We have said that anonymisation is difficult in 8.6.2, changing what
we call it doesn't change that fact. 

> 
> Similarly in S8.6.2
> << Another anonymisation technique is for the MA to include its Group-ID
>    instead of its MA-ID
> >>
> "obfuscation technique"?
> 
> >
> > >
> > > - section 8: I didn't spot considerations related to
> > > re-identification, which can be significant.  E.g. if I can see
> > > other traffic that identifies a person and the re-identify that
> > > person
> > based
> > > on LMAP trafic later on (or elsewhere). Did the WG consider that?
> >
> > The short answer is that if RFC 6973 had considered re-identification,
> > we would have.
> > The closest topic we covered is Correlation, combining various
> > separate pieces of info to obtain identity. The point is that an LMAP
> > system could unwittingly complete an information chain if it exposes
> > any sensitive info, so don't.
> >
> > If a user's access with another system already gave away sensitive
> > info, correlation is clearly easier and can result in re-
> > identification, even when an LMAP conserves sensitive information to
> > great extent.
> > We could add this point in 8.5.3.
> 
> If I understand your point, it's that the LMAP measurement traffic or
> control /reporting messages from a particular end-user may contain a
> 'signature' that enables someone to track the end-user (perhaps they're
> mobile) Interesting point, would be worth adding somewhere.
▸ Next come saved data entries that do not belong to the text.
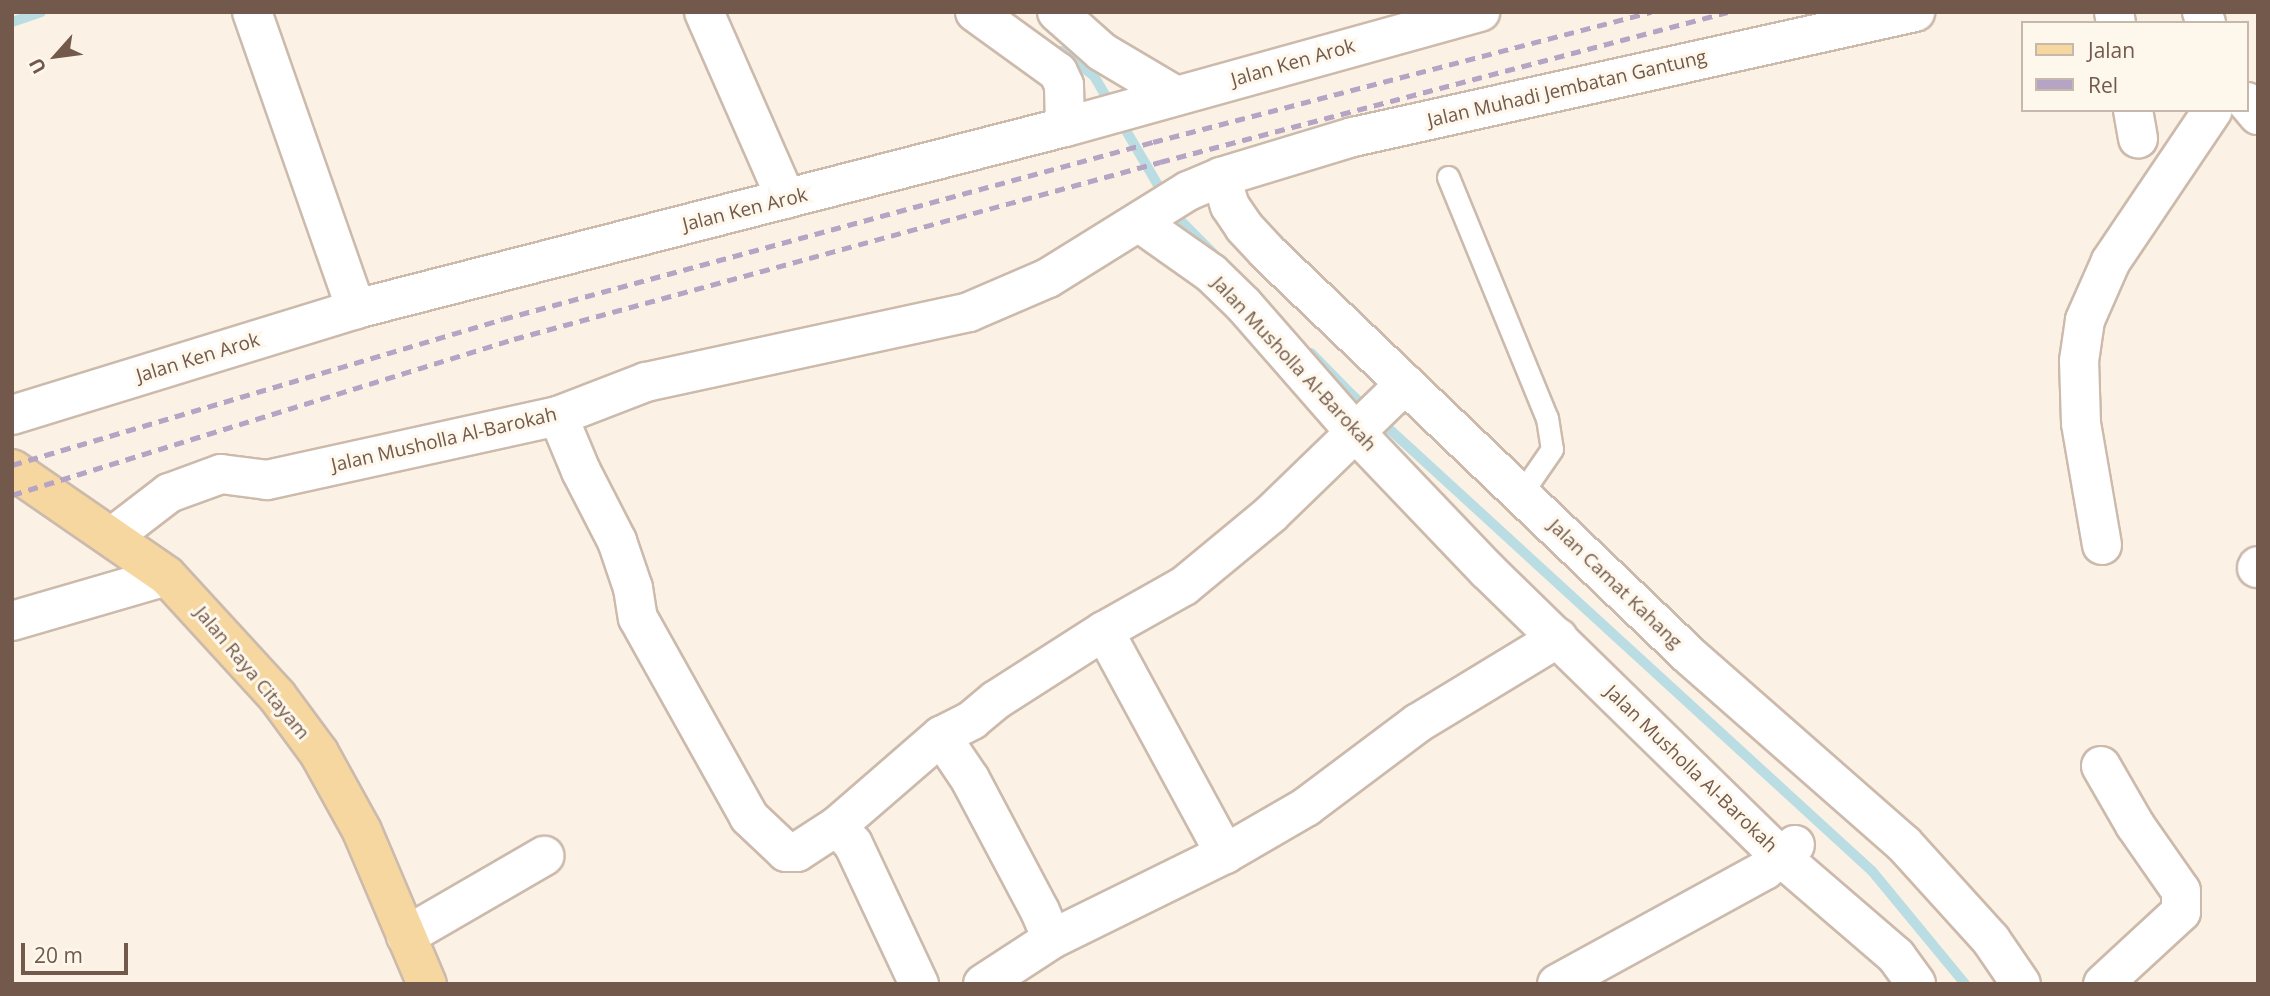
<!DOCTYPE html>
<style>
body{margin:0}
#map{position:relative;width:2270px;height:996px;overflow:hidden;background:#fbf2e5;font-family:"Open Sans",sans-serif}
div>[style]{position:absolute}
.stream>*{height:10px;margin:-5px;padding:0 5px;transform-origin:5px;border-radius:5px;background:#badde4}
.roads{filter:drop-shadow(2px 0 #ccbaac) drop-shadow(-2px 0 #ccbaac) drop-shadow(0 2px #ccbaac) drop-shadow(0 -2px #ccbaac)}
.service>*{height:21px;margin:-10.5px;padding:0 10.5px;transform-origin:10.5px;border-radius:10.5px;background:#fff}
.minor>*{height:38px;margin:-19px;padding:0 19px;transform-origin:19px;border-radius:19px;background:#fff}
.primary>*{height:38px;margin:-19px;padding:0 19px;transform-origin:19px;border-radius:19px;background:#f6d7a0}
.rail>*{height:5px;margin-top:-2.5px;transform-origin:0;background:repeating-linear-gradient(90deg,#b5a4c4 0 10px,transparent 0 17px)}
span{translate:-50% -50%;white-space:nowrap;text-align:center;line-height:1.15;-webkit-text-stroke:6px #fef7eb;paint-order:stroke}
.street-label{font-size:19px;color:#72594b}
.frame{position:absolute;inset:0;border:14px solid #72594b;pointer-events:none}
.legend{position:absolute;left:2021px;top:21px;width:228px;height:91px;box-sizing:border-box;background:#fef7eb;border:2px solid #c6b8ab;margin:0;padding:9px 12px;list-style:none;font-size:21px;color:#72594b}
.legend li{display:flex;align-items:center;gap:14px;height:35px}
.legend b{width:35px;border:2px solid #c6b8ab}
.north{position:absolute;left:21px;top:21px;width:70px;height:70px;-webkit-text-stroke:5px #fef7eb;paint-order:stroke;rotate:242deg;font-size:19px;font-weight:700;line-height:28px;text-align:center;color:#72594b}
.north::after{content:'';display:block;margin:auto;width:24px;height:32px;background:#72594b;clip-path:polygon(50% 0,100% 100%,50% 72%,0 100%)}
.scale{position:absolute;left:21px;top:943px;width:107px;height:32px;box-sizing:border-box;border:4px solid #72594b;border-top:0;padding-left:9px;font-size:21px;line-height:24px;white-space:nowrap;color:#72594b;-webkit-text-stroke:5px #fef7eb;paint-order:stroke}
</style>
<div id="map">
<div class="stream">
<i style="left:12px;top:22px;width:31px;rotate:-19deg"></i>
<i style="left:1061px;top:51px;width:41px;rotate:37.1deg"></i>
<i style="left:1094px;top:76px;width:162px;rotate:59.6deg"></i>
<i style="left:1176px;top:216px;width:54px;rotate:45deg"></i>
<i style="left:1311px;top:353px;width:57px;rotate:45.7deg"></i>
<i style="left:1351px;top:394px;width:706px;rotate:42.48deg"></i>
<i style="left:1872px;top:871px;width:146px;rotate:50.5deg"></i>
</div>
<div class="roads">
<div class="service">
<i style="left:1448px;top:177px;width:261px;rotate:67.7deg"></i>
<i style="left:1547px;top:418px;width:31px;rotate:81deg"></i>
<i style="left:1552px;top:449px;width:55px;rotate:124.6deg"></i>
</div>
<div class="minor">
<i style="left:252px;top:12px;width:315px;rotate:70.7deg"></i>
<i style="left:704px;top:12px;width:204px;rotate:66.3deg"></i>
<i style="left:975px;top:12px;width:102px;rotate:35.9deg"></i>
<i style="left:1058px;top:72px;width:14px;rotate:65deg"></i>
<i style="left:1064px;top:85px;width:42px;rotate:88.6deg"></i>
<i style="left:1057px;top:12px;width:60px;rotate:41.6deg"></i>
<i style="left:1102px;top:52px;width:86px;rotate:30.7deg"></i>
<i style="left:2114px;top:12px;width:11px;rotate:80deg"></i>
<i style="left:2202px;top:12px;width:12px;rotate:70deg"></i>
<i style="left:2247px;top:102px;width:17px;rotate:50deg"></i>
<i style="left:2133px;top:110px;width:29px;rotate:80deg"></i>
<i style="left:1221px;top:177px;width:30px;rotate:73deg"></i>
<i style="left:1230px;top:206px;width:25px;rotate:56deg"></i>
<i style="left:1244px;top:227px;width:34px;rotate:47deg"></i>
<i style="left:1267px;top:252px;width:586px;rotate:43.69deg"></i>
<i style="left:1691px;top:657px;width:283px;rotate:41.3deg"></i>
<i style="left:1904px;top:844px;width:130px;rotate:47.8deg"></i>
<i style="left:1991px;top:940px;width:53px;rotate:55.7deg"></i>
<i style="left:1140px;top:223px;width:87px;rotate:35.2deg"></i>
<i style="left:1211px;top:273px;width:45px;rotate:44.1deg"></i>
<i style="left:1243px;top:304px;width:171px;rotate:48.8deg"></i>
<i style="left:1356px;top:433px;width:190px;rotate:46.3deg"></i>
<i style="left:1487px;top:570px;width:411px;rotate:44.3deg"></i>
<i style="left:1781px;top:857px;width:152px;rotate:40.7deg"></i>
<i style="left:1896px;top:956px;width:34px;rotate:54deg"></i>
<i style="left:12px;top:415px;width:360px;rotate:-17.1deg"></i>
<i style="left:356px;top:309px;width:732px;rotate:-14.4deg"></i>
<i style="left:1065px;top:127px;width:431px;rotate:-15.5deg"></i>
<i style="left:558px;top:416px;width:60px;rotate:67.3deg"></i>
<i style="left:581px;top:471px;width:79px;rotate:62.8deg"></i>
<i style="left:617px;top:541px;width:50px;rotate:71.2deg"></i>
<i style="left:633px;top:588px;width:30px;rotate:81deg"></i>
<i style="left:638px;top:618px;width:228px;rotate:60.8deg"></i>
<i style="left:749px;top:817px;width:51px;rotate:43.4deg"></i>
<i style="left:786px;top:852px;width:11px"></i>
<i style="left:797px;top:852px;width:48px;rotate:-33deg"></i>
<i style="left:113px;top:536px;width:71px;rotate:-37.5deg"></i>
<i style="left:169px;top:493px;width:55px;rotate:-20.1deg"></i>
<i style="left:221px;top:474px;width:46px;rotate:7.4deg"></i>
<i style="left:267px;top:480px;width:298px;rotate:-12.4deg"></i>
<i style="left:558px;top:416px;width:94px;rotate:-21.1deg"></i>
<i style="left:646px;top:382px;width:330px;rotate:-12.2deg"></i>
<i style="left:969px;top:312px;width:86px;rotate:-23.3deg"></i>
<i style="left:1048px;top:278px;width:165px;rotate:-31.9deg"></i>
<i style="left:1188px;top:191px;width:36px;rotate:-23deg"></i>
<i style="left:1221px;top:177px;width:138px;rotate:-16.9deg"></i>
<i style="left:1353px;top:137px;width:576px;rotate:-12.54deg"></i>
<i style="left:2102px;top:545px;width:124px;rotate:-99.8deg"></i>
<i style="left:2081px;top:423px;width:62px;rotate:-91.8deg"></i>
<i style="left:2079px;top:361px;width:41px;rotate:-81.7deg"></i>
<i style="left:2085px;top:320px;width:64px;rotate:-66.2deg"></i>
<i style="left:2111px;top:261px;width:182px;rotate:-56deg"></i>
<i style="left:2257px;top:568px;width:2px;rotate:-63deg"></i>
<i style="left:12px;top:621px;width:161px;rotate:-16.2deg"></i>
<i style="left:1104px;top:631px;width:254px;rotate:61.5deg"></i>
<i style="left:941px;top:736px;width:52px;rotate:56deg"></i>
<i style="left:970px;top:779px;width:149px;rotate:62.1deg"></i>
<i style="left:1040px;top:911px;width:30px;rotate:67deg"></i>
<i style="left:2101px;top:766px;width:68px;rotate:60deg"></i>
<i style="left:2135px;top:825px;width:80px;rotate:55.1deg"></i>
<i style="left:2181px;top:891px;width:21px;rotate:90deg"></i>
<i style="left:2181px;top:912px;width:106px;rotate:137.3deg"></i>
<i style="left:406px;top:936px;width:160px;rotate:-30.1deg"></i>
<i style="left:919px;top:984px;width:155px;rotate:-115.2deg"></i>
<i style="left:853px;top:844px;width:24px;rotate:-132deg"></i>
<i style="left:837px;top:826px;width:138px;rotate:-40.9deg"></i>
<i style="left:941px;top:736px;width:35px;rotate:-27deg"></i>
<i style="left:972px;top:720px;width:31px;rotate:-40deg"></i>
<i style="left:996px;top:700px;width:128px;rotate:-32.6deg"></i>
<i style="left:1104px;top:631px;width:92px;rotate:-29.4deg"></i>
<i style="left:1184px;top:586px;width:113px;rotate:-39.6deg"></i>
<i style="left:1271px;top:514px;width:187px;rotate:-44.1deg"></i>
<i style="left:983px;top:984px;width:82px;rotate:-33.1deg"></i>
<i style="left:1052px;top:939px;width:193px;rotate:-26.2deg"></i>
<i style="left:1225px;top:854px;width:94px;rotate:-30.1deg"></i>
<i style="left:1306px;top:807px;width:140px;rotate:-36.9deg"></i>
<i style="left:1418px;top:723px;width:164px;rotate:-31.3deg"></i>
<i style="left:1557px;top:984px;width:237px;rotate:-28.7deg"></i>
<i style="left:1765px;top:870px;width:39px;rotate:-40deg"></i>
</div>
<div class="primary">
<i style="left:12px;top:469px;width:188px;rotate:34.6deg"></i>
<i style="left:167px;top:576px;width:163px;rotate:47.5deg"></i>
<i style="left:277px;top:696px;width:71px;rotate:53.6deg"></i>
<i style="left:319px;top:753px;width:89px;rotate:61.1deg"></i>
<i style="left:362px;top:831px;width:166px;rotate:67deg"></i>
</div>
</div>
<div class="rail">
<i style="left:12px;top:465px;width:512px;rotate:-16.56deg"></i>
<i style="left:503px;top:319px;width:674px;rotate:-15.23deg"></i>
<i style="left:1153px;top:142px;width:515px;rotate:-14.63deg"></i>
<i style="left:12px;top:495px;width:526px;rotate:-17.26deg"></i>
<i style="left:514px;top:339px;width:670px;rotate:-15.32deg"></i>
<i style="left:1160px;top:162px;width:587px;rotate:-14.79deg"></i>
</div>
<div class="street-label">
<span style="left:1293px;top:63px;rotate:-16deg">Jalan Ken Arok</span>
<span style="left:1567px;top:89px;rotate:-13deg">Jalan Muhadi Jembatan Gantung</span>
<span style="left:745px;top:210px;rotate:-14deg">Jalan Ken Arok</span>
<span style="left:198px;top:358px;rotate:-17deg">Jalan Ken Arok</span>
<span style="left:1294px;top:364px;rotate:47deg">Jalan Musholla Al-Barokah</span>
<span style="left:444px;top:440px;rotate:-13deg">Jalan Musholla Al-Barokah</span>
<span style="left:1615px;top:584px;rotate:44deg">Jalan Camat Kahang</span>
<span style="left:252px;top:673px;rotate:50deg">Jalan Raya Citayam</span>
<span style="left:1691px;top:769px;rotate:44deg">Jalan Musholla Al-Barokah</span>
</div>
<div class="frame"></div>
<ul class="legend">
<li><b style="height:9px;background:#f6d7a0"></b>Jalan</li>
<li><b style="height:9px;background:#b5a4c4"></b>Rel</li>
</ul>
<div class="north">U</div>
<div class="scale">20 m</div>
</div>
I took this to mean that once a person IS identified, then less info is
needed to infer that observed traffic is from the same person.
IOW, re-identifying Alice, once I've seen Alice's name and her IP address
together, can be accomplished with just the IP address.

I added to 8.5.3:
If a user's access with another system already gave away sensitive info, 
correlation is clearly easier and can result in re-identification, 
even when an LMAP conserves sensitive information to great extent.


> 
> >
> > >
> > > - section 8: I'm not sure that the "user consent"
> > > thing is really of that much benefit here (and it's ubiquitously
> > > abused on the Internet today).  It would have been welcome had the
> > > WG come up with something better, but then since I don't have a
> > > solution to hand, I can't insist that you do;-)
> >
> > Right now, user consent and temporary/per-instance user consent are
> > helpful if the protocols communicate the permission status, or stop
> > transactions when they don't get indication of permission. We have
> > difficulty limiting what consenting adults do.
> >
> 
> User consent and empowerment seem central to Data protection and privacy
> regulations and discussions. I agree with you that the Internet industry
> hasn't worked out how to make this meaningful - beyond today's mostly
> unread T&Cs and (in Europe) irritating messages about cookies.